Кельзен заметил, что преимущество большинства заключается в том, что оно к единогласию ближе. Это только подтверждает, что идеал заключается не в большинстве, а в единогласии, то есть в соглашении всех. По дороге искания общего соглашения и надо идти, чтобы достигать справедливости, а не заменять его волей одного большинства. Так тот аграрный закон, который хотели проводить через Думу, не мог сделаться справедливым только оттого, что его бы хотело крестьянство, если бы даже крестьянство и было большинством всего населения. Крестьяне могли его желать и на нем настаивать, но государство должно быть справедливым ко всем, а не угождать только воле своего большинства. Задачей его должно было быть отыскивать возможное соглашение всех тех интересов, которые оно считает вообще допустимыми; в этом соглашении, если оно добровольно, и обнаружится справедливость; эти понятия - равнозначащи.

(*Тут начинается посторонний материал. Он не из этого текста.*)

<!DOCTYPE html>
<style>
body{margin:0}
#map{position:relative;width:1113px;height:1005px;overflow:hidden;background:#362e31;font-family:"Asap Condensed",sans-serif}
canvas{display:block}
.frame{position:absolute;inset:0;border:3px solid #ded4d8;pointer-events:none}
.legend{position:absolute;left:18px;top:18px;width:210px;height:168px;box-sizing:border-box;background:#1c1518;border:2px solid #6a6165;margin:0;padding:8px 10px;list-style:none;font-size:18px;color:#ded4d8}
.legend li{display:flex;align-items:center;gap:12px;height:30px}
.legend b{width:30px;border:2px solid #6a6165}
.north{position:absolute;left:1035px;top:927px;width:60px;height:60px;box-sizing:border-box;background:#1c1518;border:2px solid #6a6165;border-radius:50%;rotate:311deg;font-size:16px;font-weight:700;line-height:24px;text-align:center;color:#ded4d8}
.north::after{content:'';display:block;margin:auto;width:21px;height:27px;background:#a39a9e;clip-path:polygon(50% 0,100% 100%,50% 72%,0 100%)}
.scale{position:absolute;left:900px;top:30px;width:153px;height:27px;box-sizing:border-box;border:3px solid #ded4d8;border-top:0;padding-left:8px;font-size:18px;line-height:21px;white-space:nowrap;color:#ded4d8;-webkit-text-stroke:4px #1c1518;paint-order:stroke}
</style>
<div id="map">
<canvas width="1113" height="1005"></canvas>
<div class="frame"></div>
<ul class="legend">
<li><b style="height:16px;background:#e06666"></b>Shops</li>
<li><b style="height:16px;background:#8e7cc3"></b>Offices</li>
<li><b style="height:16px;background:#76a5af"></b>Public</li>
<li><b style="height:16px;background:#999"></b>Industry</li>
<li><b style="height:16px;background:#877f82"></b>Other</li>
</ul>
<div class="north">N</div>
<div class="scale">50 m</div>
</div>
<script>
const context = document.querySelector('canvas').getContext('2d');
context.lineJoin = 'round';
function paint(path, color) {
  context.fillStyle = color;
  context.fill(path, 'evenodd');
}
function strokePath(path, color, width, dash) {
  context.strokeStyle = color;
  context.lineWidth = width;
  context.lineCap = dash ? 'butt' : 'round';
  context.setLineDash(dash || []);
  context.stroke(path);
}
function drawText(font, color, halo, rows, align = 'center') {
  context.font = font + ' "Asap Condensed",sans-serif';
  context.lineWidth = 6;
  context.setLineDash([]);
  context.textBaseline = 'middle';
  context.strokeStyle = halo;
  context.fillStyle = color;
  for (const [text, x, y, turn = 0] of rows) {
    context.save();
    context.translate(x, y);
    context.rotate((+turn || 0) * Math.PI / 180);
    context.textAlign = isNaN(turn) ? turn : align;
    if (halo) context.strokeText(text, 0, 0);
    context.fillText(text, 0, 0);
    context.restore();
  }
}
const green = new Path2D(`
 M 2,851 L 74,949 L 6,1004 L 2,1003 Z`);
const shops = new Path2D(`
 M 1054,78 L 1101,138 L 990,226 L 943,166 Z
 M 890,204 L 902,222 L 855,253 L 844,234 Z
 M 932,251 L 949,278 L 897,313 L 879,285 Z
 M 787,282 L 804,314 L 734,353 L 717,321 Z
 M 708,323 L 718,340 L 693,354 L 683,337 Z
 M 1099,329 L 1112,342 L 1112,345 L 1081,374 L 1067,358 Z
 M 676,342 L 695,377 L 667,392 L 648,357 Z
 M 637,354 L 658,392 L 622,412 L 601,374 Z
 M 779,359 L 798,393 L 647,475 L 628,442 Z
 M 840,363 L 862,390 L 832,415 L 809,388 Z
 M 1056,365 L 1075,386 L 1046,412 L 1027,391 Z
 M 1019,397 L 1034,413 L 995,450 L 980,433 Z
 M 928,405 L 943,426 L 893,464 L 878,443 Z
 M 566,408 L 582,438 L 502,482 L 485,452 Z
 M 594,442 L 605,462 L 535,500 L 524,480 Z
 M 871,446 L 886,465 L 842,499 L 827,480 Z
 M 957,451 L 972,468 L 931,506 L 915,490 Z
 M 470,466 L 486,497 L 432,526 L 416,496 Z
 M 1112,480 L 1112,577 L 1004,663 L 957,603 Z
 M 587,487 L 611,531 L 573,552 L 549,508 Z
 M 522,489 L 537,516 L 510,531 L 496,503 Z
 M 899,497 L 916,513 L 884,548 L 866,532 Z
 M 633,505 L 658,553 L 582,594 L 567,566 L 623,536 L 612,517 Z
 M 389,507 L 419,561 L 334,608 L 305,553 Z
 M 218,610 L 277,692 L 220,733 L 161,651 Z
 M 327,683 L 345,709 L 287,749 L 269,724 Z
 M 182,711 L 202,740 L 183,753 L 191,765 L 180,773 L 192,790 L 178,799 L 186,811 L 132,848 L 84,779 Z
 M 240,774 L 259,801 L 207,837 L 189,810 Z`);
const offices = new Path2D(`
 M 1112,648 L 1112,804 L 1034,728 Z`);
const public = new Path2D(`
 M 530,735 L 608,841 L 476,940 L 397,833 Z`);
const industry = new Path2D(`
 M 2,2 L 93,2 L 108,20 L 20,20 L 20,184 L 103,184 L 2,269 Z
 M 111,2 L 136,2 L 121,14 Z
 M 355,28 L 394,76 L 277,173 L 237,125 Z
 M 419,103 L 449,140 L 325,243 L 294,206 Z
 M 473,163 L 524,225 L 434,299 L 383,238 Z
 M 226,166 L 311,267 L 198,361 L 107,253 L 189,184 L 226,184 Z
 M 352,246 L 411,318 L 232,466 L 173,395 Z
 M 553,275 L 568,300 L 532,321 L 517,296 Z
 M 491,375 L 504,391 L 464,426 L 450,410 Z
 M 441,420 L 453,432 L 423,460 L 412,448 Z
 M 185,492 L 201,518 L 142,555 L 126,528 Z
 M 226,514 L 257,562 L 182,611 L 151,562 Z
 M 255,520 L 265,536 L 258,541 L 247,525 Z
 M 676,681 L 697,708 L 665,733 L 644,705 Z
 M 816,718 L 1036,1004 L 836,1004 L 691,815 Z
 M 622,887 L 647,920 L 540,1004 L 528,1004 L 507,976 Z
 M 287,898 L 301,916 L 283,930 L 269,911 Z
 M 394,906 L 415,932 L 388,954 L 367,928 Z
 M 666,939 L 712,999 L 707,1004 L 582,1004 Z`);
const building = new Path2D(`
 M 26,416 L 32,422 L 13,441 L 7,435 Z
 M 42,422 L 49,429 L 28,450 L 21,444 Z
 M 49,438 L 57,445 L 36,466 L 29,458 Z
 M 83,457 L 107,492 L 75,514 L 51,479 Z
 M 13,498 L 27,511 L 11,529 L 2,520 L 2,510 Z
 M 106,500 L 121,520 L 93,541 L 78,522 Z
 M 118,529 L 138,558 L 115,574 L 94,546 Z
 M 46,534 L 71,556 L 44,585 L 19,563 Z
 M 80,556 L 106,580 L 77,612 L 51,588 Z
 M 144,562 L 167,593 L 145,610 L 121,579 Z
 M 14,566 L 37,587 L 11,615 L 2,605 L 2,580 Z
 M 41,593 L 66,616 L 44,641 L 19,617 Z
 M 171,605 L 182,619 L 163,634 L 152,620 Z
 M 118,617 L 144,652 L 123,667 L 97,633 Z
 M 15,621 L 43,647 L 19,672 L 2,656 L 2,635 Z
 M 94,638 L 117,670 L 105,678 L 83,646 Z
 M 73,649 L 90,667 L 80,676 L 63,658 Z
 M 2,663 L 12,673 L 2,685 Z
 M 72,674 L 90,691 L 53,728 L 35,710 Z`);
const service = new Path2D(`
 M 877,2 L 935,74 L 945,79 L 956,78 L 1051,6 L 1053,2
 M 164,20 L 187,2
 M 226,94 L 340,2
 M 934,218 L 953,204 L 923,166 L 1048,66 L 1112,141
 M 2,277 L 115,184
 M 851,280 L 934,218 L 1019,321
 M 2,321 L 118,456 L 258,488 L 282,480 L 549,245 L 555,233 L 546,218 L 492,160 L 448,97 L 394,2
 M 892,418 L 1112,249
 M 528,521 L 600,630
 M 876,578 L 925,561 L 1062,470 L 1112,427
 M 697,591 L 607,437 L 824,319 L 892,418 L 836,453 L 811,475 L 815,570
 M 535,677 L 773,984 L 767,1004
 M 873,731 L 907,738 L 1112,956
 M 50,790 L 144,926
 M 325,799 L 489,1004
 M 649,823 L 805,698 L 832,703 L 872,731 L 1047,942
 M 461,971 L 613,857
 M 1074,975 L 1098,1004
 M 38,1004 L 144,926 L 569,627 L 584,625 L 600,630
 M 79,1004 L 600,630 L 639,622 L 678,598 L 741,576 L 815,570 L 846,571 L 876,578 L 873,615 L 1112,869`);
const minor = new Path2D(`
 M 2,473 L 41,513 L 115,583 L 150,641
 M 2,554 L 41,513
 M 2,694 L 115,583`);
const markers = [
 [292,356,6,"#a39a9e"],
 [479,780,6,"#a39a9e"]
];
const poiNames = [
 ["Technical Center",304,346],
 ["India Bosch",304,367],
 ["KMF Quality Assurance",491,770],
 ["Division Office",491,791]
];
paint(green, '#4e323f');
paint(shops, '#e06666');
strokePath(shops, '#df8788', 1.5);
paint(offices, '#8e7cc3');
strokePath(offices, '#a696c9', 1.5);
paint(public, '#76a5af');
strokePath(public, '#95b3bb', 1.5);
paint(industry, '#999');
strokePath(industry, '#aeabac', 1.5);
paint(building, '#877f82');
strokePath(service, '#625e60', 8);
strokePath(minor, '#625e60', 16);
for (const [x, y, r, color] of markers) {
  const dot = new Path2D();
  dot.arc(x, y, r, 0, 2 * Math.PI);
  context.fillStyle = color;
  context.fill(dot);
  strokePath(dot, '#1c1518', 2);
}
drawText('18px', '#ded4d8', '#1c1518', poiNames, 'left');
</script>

Демократия впадала и в другую иллюзию подобную этой; она стала думать, что звериные свойства людей, эгоизм, высокомерие, презрение к низшим свойственны только среде меньшинства, то есть знатных, богатых и сильных; и что наоборот принадлежность к "униженным и оскорбленным" воспитывала в людях чувства сострадания, солидарности, и в результате привычку друг за друга стоять. Это внушало надежду, что с упразднением социальной верхушки и переходом власти к прежним обиженным, появятся другие приемы в управлении государством, а {402} потому приблизится равенство и общее счастье. Действительность не оправдала и этого оптимизма.

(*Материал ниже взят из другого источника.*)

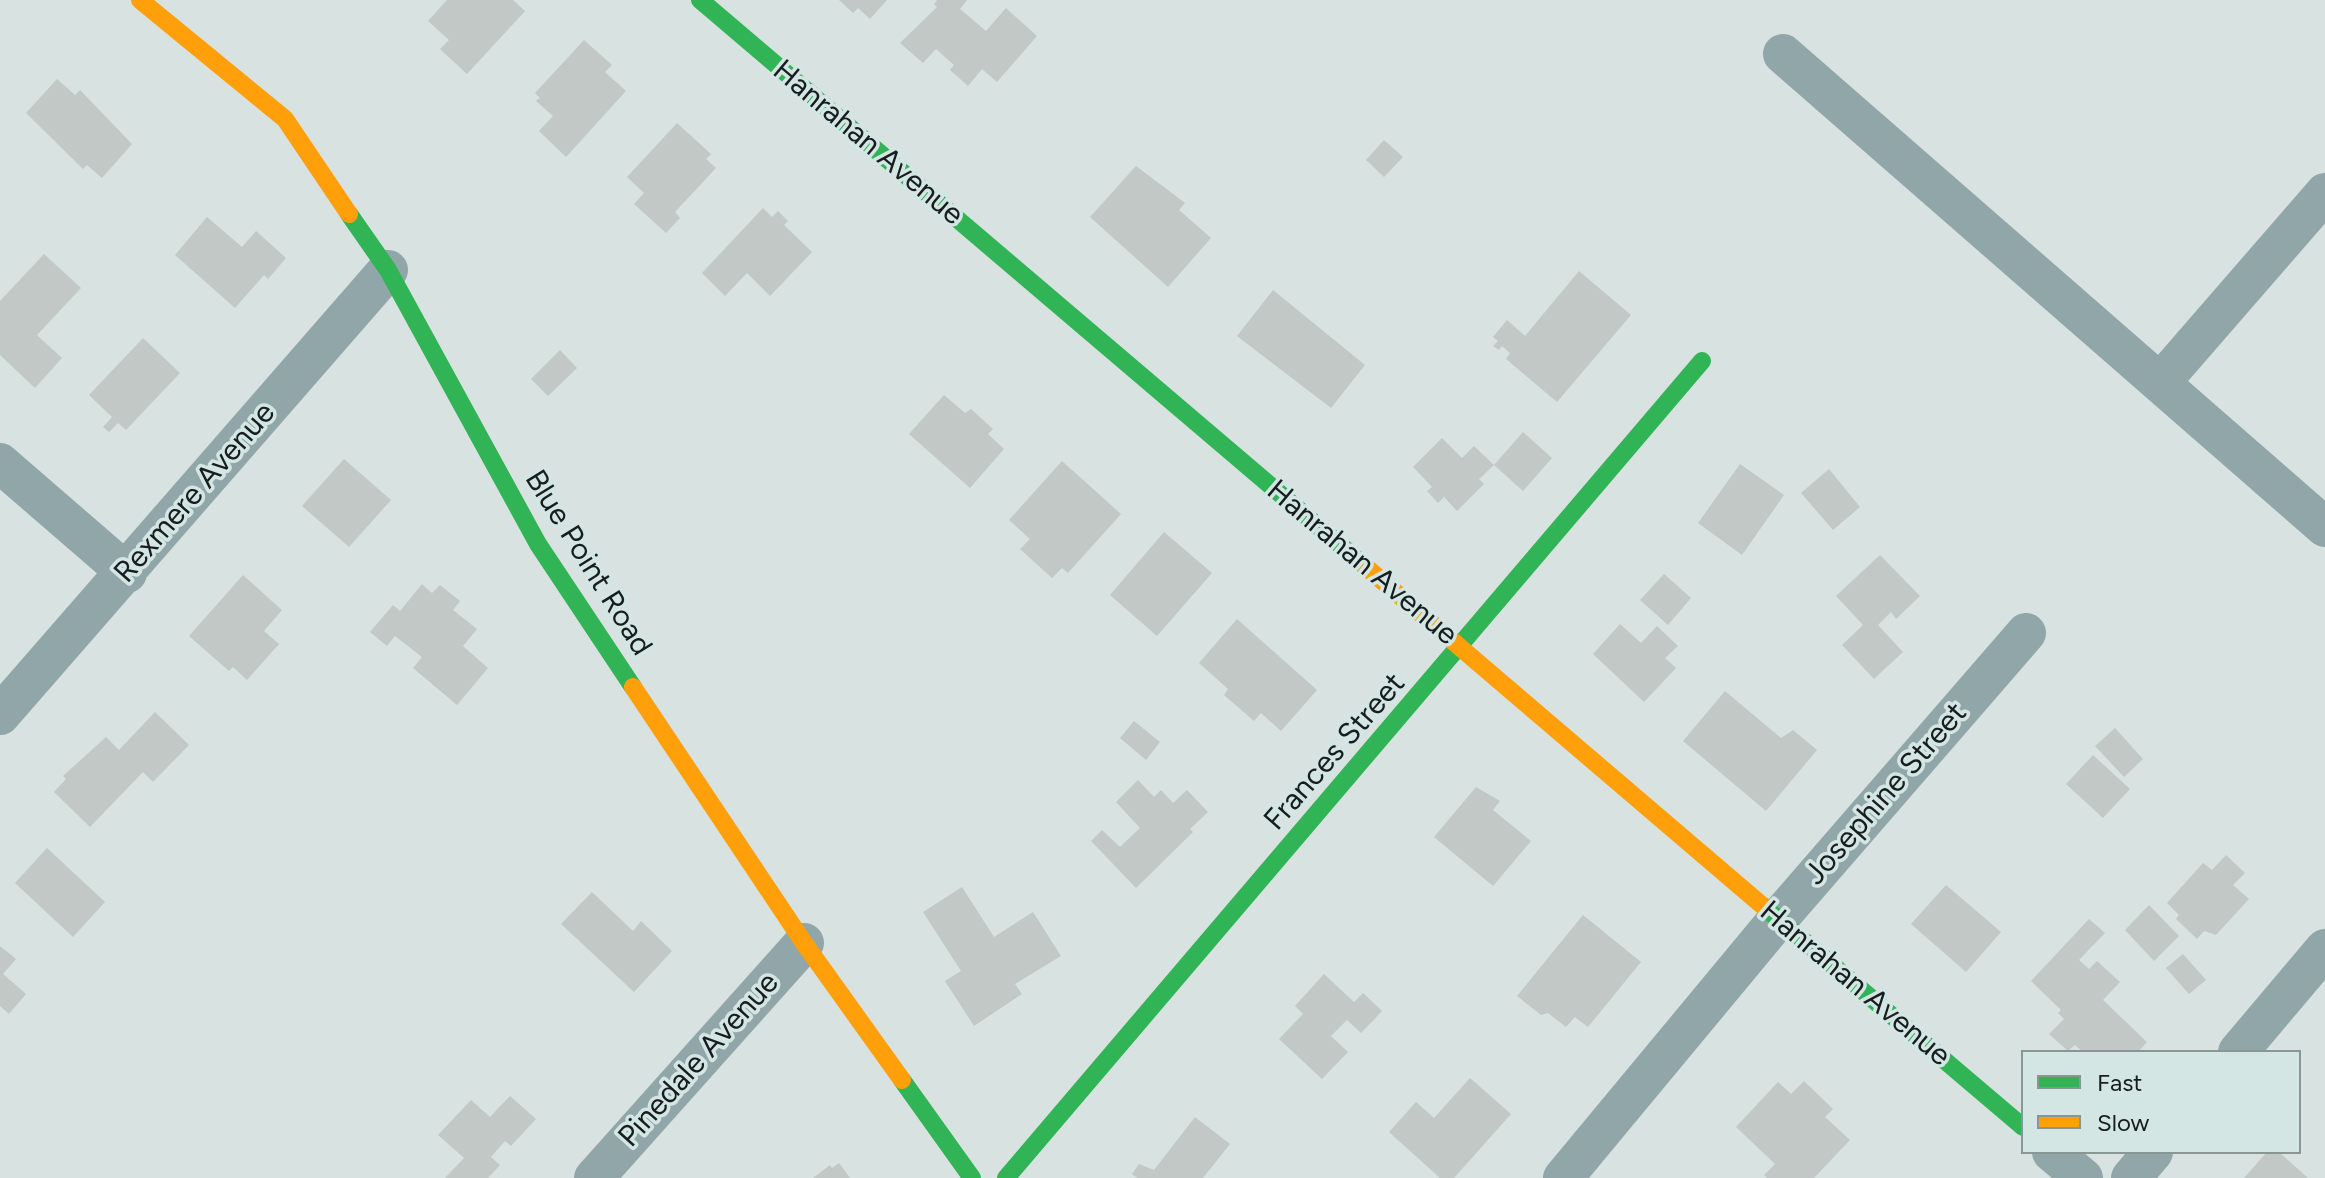 <!DOCTYPE html>
<style>
body{margin:0}
#map{position:relative;width:2325px;height:1178px;overflow:hidden;background:#d8e2e0;font-family:Figtree,sans-serif}
canvas{display:block}
.legend{position:absolute;left:2021px;top:1050px;width:280px;height:104px;box-sizing:border-box;background:#d4e6e3;border:2px solid #889694;margin:0;padding:10px 14px;list-style:none;font-size:24px;color:#171d1d}
.legend li{display:flex;align-items:center;gap:16px;height:40px}
.legend b{width:40px;border:2px solid #889694}
</style>
<div id="map">
<canvas width="2325" height="1178"></canvas>
<ul class="legend">
<li><b style="height:10px;background:#30b455"></b>Fast</li>
<li><b style="height:10px;background:#ff9f0a"></b>Slow</li>
</ul>
</div>
<script>
const context = document.querySelector('canvas').getContext('2d');
context.lineJoin = 'round';
function paint(path, color) { context.fillStyle = color; context.fill(path, 'evenodd'); }
const poly = rows => new Path2D(rows.map(r => 'M' + r).join(''));
function stroke(path, color, width, dash) { context.strokeStyle = color; context.lineWidth = width; context.lineCap = dash ? 'butt' : 'round'; context.setLineDash(dash || []); context.stroke(path); }
function drawText(font, color, halo, rows, align = 'center') {
  context.font = font + ' Figtree,sans-serif'; context.lineWidth = 7; context.setLineDash([]); context.textBaseline = 'middle'; context.strokeStyle = halo; context.fillStyle = color; for (const [text, x, y, turn = 0] of rows) {
    context.save(); context.translate(x, y); context.rotate((+turn || 0) * Math.PI / 180); context.textAlign = isNaN(turn) ? turn : align; if (halo) context.strokeText(text, 0, 0); context.fillText(text, 0, 0); context.restore();
  }
}
paint(poly([
 [447,0,513,0,525,11,467,74,440,49,449,40,428,21],
 [839,0,887,0,870,19,858,8,853,13],
 [937,0,967,0,960,9,986,31,1006,8,1037,36,997,82,982,69,968,86,950,70,954,65,936,49,923,63,900,43,937,7,934,4],
 [584,40,612,65,605,72,626,91,566,157,539,131,553,116,536,101,540,98,535,93],
 [57,79,75,95,80,90,132,144,102,178,87,165,83,169,26,113],
 [677,123,711,154,706,159,716,168,675,212,680,218,666,233,634,204,644,193,627,177],
 [1384,140,1403,157,1384,177,1366,160],
 [1136,166,1185,203,1179,210,1211,238,1168,287,1090,217],
 [763,208,772,217,778,211,788,221,784,225,812,252,770,296,747,273,725,296,702,273],
 [207,217,242,247,256,231,286,258,268,279,264,275,235,308,175,255],
 [44,254,81,288,37,335,62,358,35,388,0,355,0,301],
 [1579,271,1631,315,1557,402,1506,359,1510,353,1502,346,1499,350,1493,346,1498,341,1493,337,1507,320,1525,336],
 [1273,290,1365,365,1331,408,1237,336],
 [143,338,180,373,126,430,118,423,109,432,103,427,112,417,89,395],
 [560,350,577,368,548,396,531,379],
 [944,395,965,413,971,409,993,429,988,434,1004,449,970,488,909,434],
 [1523,432,1552,458,1523,491,1494,465],
 [1442,438,1462,458,1474,446,1494,465,1479,479,1484,484,1457,511,1444,497,1438,503,1427,491,1432,487,1413,467],
 [344,459,391,500,349,547,302,506],
 [1062,461,1121,514,1068,573,1062,568,1052,578,1020,549,1030,539,1009,520],
 [1740,464,1784,495,1742,555,1698,523],
 [1829,469,1860,507,1833,530,1801,493],
 [1164,532,1212,573,1157,636,1110,595],
 [1880,555,1920,596,1896,619,1891,612,1878,625,1903,652,1874,679,1842,645,1863,625,1836,596],
 [1664,574,1691,598,1668,625,1640,600],
 [243,575,282,610,264,631,279,644,247,680,233,667,229,671,189,636],
 [422,584,432,593,440,585,460,601,453,610,477,629,463,646,488,668,457,705,413,668,422,657,395,636,387,646,370,632,393,605,400,611],
 [1237,619,1317,690,1281,731,1261,713,1254,721,1224,695,1228,689,1199,663],
 [1620,624,1641,643,1657,626,1678,646,1665,658,1676,668,1644,702,1593,654],
 [1725,691,1781,738,1793,730,1817,750,1766,811,1683,741],
 [155,712,189,745,153,782,143,772,90,827,54,792,66,779,63,776,106,737,119,750],
 [1134,721,1160,742,1146,760,1120,738],
 [2115,728,2143,759,2124,777,2095,746],
 [2093,755,2130,789,2103,818,2066,784],
 [1138,780,1154,797,1161,790,1173,803,1187,790,1208,812,1190,829,1193,832,1136,888,1091,841,1102,830,1120,847,1140,828,1116,802],
 [1476,787,1500,801,1493,810,1531,841,1493,886,1434,837],
 [47,848,105,902,73,937,15,883],
 [2226,855,2245,873,2233,885,2249,899,2216,935,2204,931,2197,939,2176,919,2179,915,2167,903,2203,863,2212,870],
 [1946,885,2001,932,1966,972,1911,924],
 [962,887,994,937,1033,912,1061,956,1015,984,1022,994,974,1026,945,981,961,971,923,912],
 [592,892,633,931,641,921,672,951,634,992,561,924],
 [2149,905,2179,936,2154,961,2125,930],
 [1583,915,1641,962,1588,1027,1575,1017,1566,1027,1548,1013,1541,1015,1517,996],
 [2089,919,2105,933,2079,960,2089,969,2097,961,2120,982,2103,1000,2147,1042,2138,1052,2083,1052,2075,1045,2068,1051,2049,1034,2064,1019,2058,1013,2061,1010,2031,981],
 [0,946,16,959,3,974,26,994,9,1014,0,1006],
 [2183,954,2206,980,2189,994,2166,968],
 [1324,974,1354,1002,1363,993,1382,1011,1361,1033,1347,1020,1331,1036,1348,1052,1322,1079,1279,1039,1303,1014,1295,1006],
 [1470,1078,1511,1114,1454,1178,1440,1178,1389,1132,1416,1102,1434,1118],
 [1804,1081,1833,1109,1825,1117,1850,1140,1814,1178,1767,1178,1764,1175,1775,1164,1736,1127,1778,1082,1791,1094],
 [510,1096,536,1119,511,1146,505,1141,491,1157,500,1165,488,1178,445,1178,464,1158,438,1135,471,1100,490,1117],
 [1195,1117,1230,1144,1203,1178,1137,1178,1132,1174,1139,1164,1154,1170],
 [2267,1152,2279,1152,2308,1178,2244,1178],
 [839,1163,850,1178,813,1178,830,1165,832,1168]
]), '#c1c8c6');
stroke(poly([
 [1783,54,2160,383],
 [2325,193,2160,383,2325,527],
 [0,463,127,573],
 [0,715,388,270],
 [2238,1052,2325,949],
 [2052,1152,2083,1178],
 [594,1178,804,943],
 [1563,1178,1778,919,2026,633],
 [2131,1178,2153,1152]
]), '#91a6a9', 40);
stroke(poly([
 [700,0,1366,567],
 [349,214,388,270,538,544,633,687],
 [1764,907,2023,1127],
 [902,1080,972,1178],
 [1006,1178,1702,361]
]), '#30b455', 18);
stroke(poly([
 [140,0,285,119,349,214],
 [1366,567,1764,907],
 [633,687,804,943,902,1080]
]), '#ff9f0a', 18);
drawText('30px', '#171d1d', '#d4e6e3', [
 ["Hanrahan Avenue",868,143,40],
 ["Rexmere Avenue",195,493,-49],
 ["Blue Point Road",588,563,58],
 ["Hanrahan Avenue",1362,563,40],
 ["Frances Street",1335,752,-49],
 ["Josephine Street",1886,794,-49],
 ["Hanrahan Avenue",1855,984,40],
 ["Pinedale Avenue",699,1060,-48]
]);
</script>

Двойственная природа человека сохранялась у него во всех его положениях. Конечно, гордыне, высокомерию, безжалостности к несчастным легче проявляться в среде обеспеченной, счастливой верхушки; кроме того эти свойства людей там заметнее, а вместе с тем и для других оскорбительнее. Но мы на примерах увидели, во что стали превращаться прежние угнетенные, когда получали возможность над другими господствовать, им свою волю предписывать и требовать от них подчинения. Они сами стали делать то, с чем раньше боролись в других. Если раньше возмущались теми претензиями на преимущества, которые требовала для себя над простыми людьми - так называемая "белая кость", то чем лучше, когда преимущества и льготы над "буржуями" требуют теперь за пролетарское происхождение и за тюремные стажи. А зато те человеческие черты, которые так дороги в людях, стали обнаруживаться в прежних насильниках и "эксплуататорах", когда жизнь их превратила в "обиженных и оскорбляемых". Люди остались теми же людьми и только менялись ролями.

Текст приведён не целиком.